Small wonder, then, that CEOs increasingly feel that it’s their job to be the mouthpiece of the organization. A survey released last year by HarrisX and Ragan Communications found that 78 percent of CEOs say they alone “lead their organization’s external communications”—a whopping 38 percent leap from 2021. (The figures are similar for internal communications.)

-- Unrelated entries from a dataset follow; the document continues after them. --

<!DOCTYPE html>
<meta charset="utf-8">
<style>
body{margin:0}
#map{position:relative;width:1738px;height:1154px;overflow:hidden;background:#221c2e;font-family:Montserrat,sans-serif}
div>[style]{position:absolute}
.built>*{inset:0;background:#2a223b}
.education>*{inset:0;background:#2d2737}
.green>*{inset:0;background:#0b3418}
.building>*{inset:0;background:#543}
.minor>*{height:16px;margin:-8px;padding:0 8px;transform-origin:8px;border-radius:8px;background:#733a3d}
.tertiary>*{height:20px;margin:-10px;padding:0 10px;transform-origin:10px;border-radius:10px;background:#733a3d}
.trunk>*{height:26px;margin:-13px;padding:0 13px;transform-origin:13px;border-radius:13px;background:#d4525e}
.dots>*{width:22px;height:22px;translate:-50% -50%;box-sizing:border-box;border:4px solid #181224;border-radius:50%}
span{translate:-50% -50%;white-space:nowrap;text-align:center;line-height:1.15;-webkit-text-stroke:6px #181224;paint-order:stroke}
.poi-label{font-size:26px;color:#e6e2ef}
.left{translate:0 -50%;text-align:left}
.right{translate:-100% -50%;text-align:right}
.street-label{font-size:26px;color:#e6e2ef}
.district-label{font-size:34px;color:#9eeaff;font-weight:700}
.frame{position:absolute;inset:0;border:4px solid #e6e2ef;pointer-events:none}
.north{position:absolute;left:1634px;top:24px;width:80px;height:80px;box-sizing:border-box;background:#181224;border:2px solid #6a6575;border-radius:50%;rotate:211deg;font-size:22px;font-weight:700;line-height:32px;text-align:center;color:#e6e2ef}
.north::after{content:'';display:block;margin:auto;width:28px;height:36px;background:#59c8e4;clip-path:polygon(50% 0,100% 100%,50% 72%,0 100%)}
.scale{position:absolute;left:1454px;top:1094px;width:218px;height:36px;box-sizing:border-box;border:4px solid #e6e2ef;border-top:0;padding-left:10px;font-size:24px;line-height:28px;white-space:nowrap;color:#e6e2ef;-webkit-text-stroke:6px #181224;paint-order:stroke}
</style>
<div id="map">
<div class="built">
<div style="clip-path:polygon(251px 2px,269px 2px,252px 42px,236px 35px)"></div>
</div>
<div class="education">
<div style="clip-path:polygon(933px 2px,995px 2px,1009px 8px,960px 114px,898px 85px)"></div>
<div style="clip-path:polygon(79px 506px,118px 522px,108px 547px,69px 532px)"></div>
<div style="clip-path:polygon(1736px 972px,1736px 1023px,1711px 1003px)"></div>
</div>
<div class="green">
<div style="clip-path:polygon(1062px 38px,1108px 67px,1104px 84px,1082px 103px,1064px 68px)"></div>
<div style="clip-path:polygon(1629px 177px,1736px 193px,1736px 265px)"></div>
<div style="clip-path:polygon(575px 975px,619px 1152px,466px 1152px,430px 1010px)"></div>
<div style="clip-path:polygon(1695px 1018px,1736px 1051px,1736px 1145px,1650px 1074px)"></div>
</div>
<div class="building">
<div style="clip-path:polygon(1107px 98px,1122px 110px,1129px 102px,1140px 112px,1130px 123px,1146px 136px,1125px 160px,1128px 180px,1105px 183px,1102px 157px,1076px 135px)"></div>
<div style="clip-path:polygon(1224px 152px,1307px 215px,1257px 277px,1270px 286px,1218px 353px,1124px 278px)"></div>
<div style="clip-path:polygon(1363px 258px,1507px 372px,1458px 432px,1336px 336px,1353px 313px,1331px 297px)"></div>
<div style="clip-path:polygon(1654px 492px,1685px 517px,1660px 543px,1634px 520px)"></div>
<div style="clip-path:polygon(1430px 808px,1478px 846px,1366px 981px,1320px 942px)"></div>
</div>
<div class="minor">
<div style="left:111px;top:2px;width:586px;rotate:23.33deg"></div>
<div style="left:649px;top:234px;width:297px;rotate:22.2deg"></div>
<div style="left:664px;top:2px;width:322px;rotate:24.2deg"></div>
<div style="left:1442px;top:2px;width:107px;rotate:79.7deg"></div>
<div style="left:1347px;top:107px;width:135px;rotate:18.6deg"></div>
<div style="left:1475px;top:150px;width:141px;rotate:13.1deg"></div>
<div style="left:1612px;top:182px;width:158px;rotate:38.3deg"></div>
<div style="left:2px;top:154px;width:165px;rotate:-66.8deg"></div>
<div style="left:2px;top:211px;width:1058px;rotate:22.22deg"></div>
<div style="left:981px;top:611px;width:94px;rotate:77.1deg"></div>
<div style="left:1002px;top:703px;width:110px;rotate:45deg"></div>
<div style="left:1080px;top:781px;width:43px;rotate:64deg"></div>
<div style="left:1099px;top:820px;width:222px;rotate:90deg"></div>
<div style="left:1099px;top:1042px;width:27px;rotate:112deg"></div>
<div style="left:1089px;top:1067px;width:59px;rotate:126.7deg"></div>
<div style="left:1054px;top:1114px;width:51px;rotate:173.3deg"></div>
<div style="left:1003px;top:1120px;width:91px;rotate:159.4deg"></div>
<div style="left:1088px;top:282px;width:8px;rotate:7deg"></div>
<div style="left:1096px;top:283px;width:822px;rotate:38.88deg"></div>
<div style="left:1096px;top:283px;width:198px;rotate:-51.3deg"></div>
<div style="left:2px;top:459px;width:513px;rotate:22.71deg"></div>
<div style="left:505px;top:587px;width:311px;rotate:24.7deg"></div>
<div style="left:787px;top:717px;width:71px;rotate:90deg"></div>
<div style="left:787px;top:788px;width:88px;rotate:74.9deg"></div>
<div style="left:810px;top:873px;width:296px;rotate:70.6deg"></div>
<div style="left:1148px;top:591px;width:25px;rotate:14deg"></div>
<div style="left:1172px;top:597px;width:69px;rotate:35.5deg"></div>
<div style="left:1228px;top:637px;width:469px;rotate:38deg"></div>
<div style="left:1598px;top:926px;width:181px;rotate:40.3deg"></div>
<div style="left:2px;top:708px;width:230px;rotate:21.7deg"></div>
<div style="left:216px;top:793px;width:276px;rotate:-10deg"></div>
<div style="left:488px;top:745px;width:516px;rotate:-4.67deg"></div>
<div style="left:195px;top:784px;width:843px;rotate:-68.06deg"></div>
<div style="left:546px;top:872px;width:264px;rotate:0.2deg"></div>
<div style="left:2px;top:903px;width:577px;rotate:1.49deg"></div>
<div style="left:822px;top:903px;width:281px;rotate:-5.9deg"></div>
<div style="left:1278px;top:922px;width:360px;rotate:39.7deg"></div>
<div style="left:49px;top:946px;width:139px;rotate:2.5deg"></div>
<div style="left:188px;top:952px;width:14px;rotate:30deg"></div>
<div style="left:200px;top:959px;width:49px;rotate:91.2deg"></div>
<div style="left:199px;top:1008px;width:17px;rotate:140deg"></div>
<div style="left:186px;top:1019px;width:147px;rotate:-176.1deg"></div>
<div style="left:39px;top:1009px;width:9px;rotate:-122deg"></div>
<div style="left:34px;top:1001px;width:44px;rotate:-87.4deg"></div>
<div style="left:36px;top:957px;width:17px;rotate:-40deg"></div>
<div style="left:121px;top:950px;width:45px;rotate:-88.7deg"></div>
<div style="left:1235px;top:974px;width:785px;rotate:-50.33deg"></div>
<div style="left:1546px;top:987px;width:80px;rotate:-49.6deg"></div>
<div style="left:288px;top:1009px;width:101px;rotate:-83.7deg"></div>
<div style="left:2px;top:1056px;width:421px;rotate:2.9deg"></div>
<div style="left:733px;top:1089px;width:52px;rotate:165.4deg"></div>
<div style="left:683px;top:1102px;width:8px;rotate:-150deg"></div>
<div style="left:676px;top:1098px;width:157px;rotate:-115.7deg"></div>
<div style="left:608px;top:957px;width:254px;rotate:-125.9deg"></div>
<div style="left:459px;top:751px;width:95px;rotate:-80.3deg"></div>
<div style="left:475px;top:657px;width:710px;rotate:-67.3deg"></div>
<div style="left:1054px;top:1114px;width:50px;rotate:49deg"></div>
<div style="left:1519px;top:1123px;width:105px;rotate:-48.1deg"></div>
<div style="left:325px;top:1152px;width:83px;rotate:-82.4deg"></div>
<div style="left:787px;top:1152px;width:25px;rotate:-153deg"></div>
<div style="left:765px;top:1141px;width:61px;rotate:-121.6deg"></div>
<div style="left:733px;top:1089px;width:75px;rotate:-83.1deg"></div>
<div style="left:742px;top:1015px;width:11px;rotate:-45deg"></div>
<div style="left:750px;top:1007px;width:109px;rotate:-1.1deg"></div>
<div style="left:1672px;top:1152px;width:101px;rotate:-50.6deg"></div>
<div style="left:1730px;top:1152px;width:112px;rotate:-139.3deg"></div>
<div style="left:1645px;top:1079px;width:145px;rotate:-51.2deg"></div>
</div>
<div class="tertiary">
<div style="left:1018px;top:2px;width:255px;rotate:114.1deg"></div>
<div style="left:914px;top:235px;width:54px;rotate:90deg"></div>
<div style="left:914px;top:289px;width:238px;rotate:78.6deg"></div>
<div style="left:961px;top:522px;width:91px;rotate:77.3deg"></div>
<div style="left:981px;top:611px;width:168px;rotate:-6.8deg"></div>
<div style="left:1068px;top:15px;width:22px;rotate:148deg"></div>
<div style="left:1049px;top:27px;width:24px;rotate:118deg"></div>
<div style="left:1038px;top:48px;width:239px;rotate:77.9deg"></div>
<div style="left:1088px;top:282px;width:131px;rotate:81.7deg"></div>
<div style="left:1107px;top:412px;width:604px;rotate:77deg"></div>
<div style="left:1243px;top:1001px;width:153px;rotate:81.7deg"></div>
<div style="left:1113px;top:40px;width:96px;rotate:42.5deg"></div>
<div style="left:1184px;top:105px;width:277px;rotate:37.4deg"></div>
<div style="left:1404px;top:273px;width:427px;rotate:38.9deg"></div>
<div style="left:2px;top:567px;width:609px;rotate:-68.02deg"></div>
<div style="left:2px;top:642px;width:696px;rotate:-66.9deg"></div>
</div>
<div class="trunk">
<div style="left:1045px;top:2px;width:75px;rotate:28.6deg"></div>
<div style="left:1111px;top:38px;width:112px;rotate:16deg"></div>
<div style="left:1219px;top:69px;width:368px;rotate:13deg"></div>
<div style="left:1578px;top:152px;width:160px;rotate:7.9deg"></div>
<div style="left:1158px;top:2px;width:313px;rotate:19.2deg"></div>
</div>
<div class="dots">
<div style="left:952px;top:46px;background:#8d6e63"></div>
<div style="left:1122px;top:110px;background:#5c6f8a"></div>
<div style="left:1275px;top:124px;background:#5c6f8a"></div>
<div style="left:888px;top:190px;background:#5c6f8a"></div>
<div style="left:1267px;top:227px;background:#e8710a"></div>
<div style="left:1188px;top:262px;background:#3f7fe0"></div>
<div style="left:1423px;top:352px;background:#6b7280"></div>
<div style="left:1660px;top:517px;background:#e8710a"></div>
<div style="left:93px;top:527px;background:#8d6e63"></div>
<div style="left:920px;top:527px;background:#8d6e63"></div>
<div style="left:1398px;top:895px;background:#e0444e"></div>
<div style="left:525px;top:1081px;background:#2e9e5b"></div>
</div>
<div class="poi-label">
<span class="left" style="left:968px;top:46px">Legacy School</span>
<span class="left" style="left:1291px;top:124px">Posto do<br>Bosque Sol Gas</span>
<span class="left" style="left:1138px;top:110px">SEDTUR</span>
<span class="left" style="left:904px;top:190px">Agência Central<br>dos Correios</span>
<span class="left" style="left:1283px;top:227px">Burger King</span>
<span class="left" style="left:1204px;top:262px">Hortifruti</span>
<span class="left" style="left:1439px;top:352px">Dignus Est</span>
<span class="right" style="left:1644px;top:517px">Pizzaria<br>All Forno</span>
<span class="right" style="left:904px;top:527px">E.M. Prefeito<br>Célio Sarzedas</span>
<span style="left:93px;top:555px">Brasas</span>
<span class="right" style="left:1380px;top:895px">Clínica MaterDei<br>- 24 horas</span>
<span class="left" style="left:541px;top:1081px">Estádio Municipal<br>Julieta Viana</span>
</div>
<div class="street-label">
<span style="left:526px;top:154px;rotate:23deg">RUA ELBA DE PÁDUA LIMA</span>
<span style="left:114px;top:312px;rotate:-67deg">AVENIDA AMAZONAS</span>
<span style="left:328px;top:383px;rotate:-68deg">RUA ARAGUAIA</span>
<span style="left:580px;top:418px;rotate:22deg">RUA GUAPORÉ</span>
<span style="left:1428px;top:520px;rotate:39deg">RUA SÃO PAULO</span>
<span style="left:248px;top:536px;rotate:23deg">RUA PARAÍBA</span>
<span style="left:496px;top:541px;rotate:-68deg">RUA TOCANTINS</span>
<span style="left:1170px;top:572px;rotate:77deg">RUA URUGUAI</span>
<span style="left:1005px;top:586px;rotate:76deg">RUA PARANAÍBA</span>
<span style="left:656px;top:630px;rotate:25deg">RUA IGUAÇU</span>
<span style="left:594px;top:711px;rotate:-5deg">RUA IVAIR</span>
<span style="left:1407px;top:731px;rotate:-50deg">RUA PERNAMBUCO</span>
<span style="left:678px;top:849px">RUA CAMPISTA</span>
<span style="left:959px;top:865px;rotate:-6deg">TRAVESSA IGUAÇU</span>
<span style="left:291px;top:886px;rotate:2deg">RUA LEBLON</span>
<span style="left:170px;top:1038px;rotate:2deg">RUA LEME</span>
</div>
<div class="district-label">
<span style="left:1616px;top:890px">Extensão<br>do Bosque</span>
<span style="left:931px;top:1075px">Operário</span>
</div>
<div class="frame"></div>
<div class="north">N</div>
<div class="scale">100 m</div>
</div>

In some ways this is a good thing—a leader should play a key role in how the values and mission of an organization are shared. And with your staff, members, and stakeholders more comfortable than ever sharing their thoughts (or making demands), there’s more pressure than ever for clarity from leaders. As Melissa Swift, an executive at the workplace consultancy Capgemini Invent, recently wrote in MIT Sloan Management Review, “if people will see the reality of a given situation anyway, communicating about that reality from the jump means that individual leaders won’t have to scramble and backpedal when confronted by their teams.”